Erie Basin is a man-made harbor and shipping facility in Red Hook, Brooklyn. It is a part of the Port of New York City. Established in 1864, it functions to load and unload ships, store merchandise in warehouses, including grain, and provide dry dock and ship repair services.

==History==
Colonel Daniel Richards, a successful local merchant, originally envisioned developing the area in 1830s. As early as 1843, William Beard and two brothers, Jeremiah P. Robinson and George Robinson, began purchasing waterfront land piecemeal from a number of old Brooklyn families, and from the town of Brooklyn. Much of the land was marsh, underwater at high tide, and the high ground was scattered with homes. They intended to build an artificially enclosed harbor with shipping facilities. They named it Erie Basin: "Erie" because it initially was designed to process wheat coming down river on barges and ships from the Erie Canal; and "Basin", because a canal basin is a location at the end of a canal where barges can unload, congregate and make repairs.

Beard began work in 1851. He filled in marshes for warehouses, and dredged spaces for deep water. Bulkhead retaining walls replaced the beach. Piers were built out into deeper water. The outer breakwater was built with ballast unloaded by otherwise empty ships arriving from Europe. It was completed by 1864, when the Basin opened for business.

The canal boats and barges served a second function as homes for their crews and crews' families. In the late fall each year, as the canals began to freeze, from 500 to 700 canal boats assembled in Erie Basin for the winter with from 2,000 to 3,000 people living on board.

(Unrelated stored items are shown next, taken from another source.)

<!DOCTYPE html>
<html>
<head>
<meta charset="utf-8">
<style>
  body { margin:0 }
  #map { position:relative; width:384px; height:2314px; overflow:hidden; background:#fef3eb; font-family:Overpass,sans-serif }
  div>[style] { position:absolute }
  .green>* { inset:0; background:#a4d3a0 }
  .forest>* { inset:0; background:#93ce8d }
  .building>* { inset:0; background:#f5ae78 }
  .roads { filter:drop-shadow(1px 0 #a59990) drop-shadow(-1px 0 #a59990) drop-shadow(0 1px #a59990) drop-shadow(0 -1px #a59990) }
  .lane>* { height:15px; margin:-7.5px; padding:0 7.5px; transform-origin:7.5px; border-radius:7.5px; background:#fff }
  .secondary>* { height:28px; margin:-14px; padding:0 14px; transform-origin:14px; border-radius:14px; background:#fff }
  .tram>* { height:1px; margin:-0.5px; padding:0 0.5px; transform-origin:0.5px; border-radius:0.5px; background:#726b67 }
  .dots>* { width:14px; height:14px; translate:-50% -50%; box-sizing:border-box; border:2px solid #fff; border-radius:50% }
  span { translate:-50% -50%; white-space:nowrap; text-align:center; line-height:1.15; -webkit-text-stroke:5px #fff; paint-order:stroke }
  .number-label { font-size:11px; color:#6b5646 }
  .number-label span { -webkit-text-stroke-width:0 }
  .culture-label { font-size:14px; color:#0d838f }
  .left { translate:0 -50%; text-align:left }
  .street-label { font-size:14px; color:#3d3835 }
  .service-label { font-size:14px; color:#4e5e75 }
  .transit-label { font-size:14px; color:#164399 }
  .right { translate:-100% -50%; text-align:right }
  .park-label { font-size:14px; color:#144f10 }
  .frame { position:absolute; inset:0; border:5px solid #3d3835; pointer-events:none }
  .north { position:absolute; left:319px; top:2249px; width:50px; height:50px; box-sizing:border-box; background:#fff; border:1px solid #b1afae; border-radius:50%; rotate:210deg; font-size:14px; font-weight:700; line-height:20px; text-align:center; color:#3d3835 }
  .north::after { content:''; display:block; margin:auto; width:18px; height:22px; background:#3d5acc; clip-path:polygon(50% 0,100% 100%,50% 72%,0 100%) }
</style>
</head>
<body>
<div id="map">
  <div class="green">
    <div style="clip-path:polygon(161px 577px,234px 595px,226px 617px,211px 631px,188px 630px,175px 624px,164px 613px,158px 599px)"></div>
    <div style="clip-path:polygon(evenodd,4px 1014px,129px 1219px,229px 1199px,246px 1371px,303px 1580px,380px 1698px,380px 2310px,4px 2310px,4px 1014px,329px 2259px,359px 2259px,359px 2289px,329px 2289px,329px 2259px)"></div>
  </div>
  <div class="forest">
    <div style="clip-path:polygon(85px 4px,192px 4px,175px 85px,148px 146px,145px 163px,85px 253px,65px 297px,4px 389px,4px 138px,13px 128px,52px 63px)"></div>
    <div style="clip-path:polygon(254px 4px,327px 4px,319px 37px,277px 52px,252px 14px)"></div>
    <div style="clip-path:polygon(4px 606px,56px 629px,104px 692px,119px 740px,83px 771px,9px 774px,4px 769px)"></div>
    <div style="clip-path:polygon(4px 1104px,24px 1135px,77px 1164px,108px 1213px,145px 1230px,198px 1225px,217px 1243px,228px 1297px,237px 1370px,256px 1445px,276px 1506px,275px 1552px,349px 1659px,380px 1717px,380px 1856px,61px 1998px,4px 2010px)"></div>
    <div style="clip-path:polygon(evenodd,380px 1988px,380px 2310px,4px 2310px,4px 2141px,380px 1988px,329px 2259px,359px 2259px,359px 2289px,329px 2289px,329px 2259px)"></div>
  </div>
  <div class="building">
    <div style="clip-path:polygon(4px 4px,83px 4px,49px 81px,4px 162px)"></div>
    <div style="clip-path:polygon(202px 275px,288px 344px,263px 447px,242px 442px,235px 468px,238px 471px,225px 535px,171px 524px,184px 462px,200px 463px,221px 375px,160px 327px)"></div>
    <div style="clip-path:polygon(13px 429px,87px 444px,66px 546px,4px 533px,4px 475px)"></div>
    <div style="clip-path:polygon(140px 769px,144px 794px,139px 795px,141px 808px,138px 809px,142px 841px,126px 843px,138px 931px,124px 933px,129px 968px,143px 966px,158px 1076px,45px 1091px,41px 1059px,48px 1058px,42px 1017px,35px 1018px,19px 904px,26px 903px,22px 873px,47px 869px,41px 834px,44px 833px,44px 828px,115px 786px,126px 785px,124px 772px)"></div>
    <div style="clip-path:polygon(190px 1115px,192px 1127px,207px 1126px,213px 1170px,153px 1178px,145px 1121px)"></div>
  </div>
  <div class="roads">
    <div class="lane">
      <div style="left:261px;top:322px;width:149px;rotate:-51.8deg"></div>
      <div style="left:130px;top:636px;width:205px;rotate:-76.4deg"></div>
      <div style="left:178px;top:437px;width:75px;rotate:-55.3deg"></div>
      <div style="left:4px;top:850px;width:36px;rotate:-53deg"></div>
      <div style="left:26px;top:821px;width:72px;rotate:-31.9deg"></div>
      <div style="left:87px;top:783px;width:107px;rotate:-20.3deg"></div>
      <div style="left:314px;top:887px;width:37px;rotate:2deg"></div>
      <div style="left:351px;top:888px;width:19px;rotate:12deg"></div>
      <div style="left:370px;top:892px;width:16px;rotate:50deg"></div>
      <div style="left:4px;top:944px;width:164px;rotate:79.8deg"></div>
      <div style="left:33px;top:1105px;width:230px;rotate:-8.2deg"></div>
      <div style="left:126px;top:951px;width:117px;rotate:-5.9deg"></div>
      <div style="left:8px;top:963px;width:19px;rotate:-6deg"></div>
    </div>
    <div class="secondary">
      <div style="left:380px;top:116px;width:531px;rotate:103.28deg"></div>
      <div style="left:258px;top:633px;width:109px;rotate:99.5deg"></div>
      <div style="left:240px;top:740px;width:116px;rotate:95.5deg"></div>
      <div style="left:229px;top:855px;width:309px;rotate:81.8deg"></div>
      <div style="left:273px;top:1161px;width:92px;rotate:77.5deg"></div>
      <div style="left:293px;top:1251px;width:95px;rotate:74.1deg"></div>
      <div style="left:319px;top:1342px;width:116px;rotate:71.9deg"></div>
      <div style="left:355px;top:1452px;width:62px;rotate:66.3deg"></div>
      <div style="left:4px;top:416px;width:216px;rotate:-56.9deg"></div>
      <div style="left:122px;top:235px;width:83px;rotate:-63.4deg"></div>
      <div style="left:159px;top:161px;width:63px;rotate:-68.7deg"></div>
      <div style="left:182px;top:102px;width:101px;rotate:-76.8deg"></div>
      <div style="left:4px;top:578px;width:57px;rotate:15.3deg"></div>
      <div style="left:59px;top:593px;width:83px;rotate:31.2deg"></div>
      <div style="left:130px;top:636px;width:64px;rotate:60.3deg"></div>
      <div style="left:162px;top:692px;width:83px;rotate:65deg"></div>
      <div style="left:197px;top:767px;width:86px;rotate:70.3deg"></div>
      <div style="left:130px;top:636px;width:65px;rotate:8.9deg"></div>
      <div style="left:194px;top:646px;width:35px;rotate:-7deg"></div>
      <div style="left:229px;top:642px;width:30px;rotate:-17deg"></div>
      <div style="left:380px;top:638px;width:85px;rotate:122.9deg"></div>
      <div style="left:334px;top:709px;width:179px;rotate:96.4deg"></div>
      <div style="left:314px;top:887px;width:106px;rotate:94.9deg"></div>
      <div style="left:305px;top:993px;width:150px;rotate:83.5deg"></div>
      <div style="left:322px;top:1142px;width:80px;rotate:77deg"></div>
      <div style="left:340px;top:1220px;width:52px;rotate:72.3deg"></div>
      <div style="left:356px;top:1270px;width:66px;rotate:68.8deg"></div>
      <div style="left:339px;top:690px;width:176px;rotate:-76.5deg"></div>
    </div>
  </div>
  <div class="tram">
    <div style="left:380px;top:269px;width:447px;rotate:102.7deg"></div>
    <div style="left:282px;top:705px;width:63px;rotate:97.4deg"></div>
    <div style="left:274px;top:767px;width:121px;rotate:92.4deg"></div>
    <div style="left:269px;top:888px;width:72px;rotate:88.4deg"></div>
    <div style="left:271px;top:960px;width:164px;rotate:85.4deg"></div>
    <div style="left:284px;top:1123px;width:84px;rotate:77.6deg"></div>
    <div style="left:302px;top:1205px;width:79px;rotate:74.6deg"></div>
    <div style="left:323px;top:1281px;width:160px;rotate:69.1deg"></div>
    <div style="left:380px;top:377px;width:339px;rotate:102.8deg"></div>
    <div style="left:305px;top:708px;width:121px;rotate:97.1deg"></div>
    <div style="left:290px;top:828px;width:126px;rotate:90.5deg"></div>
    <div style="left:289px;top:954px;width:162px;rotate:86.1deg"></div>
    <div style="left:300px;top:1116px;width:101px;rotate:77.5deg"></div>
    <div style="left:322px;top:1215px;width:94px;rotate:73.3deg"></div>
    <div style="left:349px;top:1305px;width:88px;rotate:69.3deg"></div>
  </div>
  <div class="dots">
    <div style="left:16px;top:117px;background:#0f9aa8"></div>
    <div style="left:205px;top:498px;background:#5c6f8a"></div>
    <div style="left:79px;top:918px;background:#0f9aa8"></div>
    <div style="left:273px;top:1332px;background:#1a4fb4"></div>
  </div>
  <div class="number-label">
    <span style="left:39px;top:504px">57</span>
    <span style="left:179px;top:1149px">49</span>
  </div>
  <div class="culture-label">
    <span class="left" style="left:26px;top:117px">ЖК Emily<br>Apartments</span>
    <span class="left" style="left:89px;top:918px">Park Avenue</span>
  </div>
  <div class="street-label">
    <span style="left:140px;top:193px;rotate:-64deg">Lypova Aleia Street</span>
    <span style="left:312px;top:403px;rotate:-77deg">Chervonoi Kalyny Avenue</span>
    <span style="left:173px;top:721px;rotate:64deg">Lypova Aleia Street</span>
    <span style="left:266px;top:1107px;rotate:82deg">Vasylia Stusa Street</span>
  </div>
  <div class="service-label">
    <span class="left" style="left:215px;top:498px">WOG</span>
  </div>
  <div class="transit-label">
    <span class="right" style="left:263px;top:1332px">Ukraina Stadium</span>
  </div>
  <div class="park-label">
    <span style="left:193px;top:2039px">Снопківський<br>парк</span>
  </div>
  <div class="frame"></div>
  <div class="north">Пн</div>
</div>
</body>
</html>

In the 19th century, the bulk of the shipping trade at the Basin was processing grain grown in the interior of the continent, brought down the Erie Canal by canal boat to Erie Basin, and then overseas by ship. The grain was moved from the canal boats into tall stationary grain elevators on shore, then transferred to large warehouses along Van Brunt Street (called "Stores"), and then into the ships, which docked next to the Stores. This system proved impractical with time as ships grew taller than the warehouses and the basin filled with ships. The land-based grain elevators were torn down and replaced with floating barge grain elevators which could move next to the ships anywhere in the basin. By 1910, most of the warehouses were storing general cargo. This was before trucks could quickly deliver merchandise, thus shipping harbor stores had an important role in buffering the logistics chain.

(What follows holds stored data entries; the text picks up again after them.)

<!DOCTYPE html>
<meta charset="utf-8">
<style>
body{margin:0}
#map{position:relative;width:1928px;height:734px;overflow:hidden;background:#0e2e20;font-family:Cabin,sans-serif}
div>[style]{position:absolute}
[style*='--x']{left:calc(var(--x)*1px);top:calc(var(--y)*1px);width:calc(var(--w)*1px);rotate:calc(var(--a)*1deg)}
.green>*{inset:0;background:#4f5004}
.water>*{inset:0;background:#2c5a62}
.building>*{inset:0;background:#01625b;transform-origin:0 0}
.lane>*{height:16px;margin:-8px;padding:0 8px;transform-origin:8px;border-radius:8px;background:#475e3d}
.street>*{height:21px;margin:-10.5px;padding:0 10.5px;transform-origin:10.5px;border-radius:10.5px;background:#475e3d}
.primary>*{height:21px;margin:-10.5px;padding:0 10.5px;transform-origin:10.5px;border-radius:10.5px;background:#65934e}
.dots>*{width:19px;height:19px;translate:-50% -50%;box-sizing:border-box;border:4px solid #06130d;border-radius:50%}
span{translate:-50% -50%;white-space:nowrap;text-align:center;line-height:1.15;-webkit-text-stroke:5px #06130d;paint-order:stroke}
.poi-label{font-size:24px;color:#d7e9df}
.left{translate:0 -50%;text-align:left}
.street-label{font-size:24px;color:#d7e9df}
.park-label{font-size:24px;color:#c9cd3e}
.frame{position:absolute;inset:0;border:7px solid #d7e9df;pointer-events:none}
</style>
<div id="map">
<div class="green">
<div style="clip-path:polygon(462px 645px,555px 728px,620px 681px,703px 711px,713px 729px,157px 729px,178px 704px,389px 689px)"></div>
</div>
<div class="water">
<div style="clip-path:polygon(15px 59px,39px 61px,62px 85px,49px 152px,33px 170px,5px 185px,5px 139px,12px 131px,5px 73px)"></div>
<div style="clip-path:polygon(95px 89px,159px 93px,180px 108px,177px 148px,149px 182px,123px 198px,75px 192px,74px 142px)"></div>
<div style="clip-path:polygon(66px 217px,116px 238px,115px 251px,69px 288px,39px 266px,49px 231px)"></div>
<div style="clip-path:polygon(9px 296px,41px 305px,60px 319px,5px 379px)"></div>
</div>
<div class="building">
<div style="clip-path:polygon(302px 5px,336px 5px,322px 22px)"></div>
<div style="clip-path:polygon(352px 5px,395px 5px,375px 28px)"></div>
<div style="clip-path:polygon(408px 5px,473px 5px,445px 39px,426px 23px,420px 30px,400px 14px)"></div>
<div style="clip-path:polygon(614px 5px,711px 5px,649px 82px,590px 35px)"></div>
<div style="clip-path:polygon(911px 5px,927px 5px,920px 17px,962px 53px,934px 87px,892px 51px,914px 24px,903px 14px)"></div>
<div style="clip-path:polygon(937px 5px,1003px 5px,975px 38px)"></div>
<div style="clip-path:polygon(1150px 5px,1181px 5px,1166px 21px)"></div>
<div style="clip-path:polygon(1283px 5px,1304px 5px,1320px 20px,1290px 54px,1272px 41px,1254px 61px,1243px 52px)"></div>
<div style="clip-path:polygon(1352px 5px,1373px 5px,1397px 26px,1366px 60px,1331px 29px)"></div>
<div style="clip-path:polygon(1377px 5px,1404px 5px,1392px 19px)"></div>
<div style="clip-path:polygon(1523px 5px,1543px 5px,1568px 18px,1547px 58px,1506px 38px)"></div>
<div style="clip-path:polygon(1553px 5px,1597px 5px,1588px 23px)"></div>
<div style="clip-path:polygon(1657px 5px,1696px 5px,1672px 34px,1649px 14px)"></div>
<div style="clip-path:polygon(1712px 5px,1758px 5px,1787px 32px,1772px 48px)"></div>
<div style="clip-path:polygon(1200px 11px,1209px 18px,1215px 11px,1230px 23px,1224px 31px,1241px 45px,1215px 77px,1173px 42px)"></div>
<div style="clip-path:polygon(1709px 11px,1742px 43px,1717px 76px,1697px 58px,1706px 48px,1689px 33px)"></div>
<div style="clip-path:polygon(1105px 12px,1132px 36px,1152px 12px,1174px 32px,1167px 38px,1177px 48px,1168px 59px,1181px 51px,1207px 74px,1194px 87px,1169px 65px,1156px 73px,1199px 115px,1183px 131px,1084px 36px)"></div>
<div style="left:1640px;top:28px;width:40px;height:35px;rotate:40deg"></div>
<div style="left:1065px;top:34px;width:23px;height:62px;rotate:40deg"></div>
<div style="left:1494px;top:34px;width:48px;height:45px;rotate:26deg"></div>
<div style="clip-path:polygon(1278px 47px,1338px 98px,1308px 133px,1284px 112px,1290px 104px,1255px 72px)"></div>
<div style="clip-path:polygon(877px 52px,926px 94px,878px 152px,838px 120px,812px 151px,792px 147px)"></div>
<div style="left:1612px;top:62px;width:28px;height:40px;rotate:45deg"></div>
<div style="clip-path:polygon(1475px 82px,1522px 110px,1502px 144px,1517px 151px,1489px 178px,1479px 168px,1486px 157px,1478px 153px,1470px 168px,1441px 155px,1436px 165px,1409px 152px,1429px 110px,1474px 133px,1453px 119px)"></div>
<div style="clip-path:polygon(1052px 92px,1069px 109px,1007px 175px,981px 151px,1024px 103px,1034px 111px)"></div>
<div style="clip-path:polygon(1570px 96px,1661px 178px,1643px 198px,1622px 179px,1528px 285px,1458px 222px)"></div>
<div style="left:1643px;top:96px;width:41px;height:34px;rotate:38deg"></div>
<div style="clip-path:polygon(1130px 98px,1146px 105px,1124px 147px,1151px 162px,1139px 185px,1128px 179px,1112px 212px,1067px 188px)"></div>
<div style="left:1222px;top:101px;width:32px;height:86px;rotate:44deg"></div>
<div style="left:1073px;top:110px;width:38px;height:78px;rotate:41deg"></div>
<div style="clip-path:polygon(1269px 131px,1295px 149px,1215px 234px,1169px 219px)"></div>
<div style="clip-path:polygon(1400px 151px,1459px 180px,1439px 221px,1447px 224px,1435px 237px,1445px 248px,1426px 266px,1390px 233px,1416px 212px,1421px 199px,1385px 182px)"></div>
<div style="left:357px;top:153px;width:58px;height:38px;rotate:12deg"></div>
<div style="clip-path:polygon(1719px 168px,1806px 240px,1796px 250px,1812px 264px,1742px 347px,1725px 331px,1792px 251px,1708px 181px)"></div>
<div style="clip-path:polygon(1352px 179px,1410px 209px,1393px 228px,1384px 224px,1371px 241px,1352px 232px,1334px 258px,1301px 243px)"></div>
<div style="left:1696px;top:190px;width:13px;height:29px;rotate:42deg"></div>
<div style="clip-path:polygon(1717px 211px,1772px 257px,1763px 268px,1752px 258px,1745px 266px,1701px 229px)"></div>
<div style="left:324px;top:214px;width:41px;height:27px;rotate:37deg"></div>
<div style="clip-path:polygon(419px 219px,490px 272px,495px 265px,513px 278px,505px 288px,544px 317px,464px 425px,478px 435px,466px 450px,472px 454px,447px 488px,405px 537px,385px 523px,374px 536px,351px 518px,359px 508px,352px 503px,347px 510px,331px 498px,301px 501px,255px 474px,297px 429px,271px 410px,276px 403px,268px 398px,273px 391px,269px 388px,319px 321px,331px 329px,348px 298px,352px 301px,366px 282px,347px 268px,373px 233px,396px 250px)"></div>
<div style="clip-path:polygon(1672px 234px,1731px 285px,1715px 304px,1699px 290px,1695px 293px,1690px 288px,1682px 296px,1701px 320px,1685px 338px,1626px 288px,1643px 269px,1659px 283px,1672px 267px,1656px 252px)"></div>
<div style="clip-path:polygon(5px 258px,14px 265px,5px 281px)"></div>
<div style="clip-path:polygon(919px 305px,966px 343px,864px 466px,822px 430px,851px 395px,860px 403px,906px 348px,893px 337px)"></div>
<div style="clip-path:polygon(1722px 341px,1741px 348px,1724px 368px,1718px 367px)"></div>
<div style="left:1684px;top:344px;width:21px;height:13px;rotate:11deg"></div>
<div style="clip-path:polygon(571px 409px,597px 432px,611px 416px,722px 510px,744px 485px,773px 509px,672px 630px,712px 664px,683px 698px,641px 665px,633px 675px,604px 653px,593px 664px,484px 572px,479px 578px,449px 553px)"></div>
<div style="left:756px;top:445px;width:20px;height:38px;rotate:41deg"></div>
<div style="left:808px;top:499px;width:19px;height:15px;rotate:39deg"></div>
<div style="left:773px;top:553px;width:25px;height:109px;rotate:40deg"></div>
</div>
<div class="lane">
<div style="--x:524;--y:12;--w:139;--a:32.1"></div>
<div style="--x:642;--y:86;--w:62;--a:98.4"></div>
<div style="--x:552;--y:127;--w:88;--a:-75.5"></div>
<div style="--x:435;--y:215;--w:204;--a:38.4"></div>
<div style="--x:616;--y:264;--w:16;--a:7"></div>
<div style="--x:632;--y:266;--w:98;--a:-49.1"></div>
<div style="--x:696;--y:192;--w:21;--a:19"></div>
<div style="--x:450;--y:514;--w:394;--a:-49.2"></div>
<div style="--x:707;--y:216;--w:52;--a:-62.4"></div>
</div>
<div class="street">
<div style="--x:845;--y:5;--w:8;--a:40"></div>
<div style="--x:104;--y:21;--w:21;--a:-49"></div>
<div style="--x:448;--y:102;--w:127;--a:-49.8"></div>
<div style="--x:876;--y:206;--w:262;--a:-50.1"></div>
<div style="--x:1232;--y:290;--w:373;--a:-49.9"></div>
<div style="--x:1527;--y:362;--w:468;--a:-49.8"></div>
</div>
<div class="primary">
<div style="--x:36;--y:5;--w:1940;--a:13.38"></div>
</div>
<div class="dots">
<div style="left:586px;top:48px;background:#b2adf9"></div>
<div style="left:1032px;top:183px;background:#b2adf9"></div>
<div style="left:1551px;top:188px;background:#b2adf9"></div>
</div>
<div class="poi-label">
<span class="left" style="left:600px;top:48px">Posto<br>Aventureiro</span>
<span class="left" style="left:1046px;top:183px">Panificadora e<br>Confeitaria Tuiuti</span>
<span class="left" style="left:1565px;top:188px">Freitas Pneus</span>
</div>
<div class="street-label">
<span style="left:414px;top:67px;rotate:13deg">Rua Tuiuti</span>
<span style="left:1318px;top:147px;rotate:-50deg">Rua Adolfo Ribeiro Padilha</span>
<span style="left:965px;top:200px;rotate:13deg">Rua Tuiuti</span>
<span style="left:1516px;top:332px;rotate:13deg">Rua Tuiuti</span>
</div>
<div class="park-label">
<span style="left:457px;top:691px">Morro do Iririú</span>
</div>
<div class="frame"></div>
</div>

A 1920 report gives a picture of what kind of businesses were located at the Basin, called "The Busiest Place in the Port of New York":

- The east side of the Basin was leased to the American Molasses Company, where in addition to a large storehouse they built several great tanks for holding thousands of gallons of molasses.
- Theodore A. Crane and Sons shipyard was near the eastern end of the breakwater.
- William J. Gorkey both built and utilized floating drydocks. Gorkey took over his site from the Balance Dry Dock Company.
- Townsend Iron works, run by Rudolph Townsend, repaired ship engines, boilers and the like.
- John B. Caddell also had drydocks and provided carpentry work. That site was previously occupied by the Provincial Dry Dock Company.
- The Brooklyn Spar Yard manufactured wooden ship masts, booms and gaffs. Its prior names were I.P. Jones, Hudson and Langill's, and the Endner Spar Yard.
- Atlantic Basin Iron Works, located on the Van Brunt Street pier, was also in the ship repair business.
- Todd Shipyards Corporation had the largest dry dock, see Erie Basin dry dock.

As the 20th century proceeded, the need to store goods in dockside warehouses diminished as trucks and trains made overland delivery more readily available. The company was losing viability and the Erie Basin was sold to the Port of New York Authority in the 1950s.

Despite the decline in business, the Basin still serves its old functions: grain elevators, warehouses, storage, dry docks and ship repair facilities all still exist and operate in various capacities.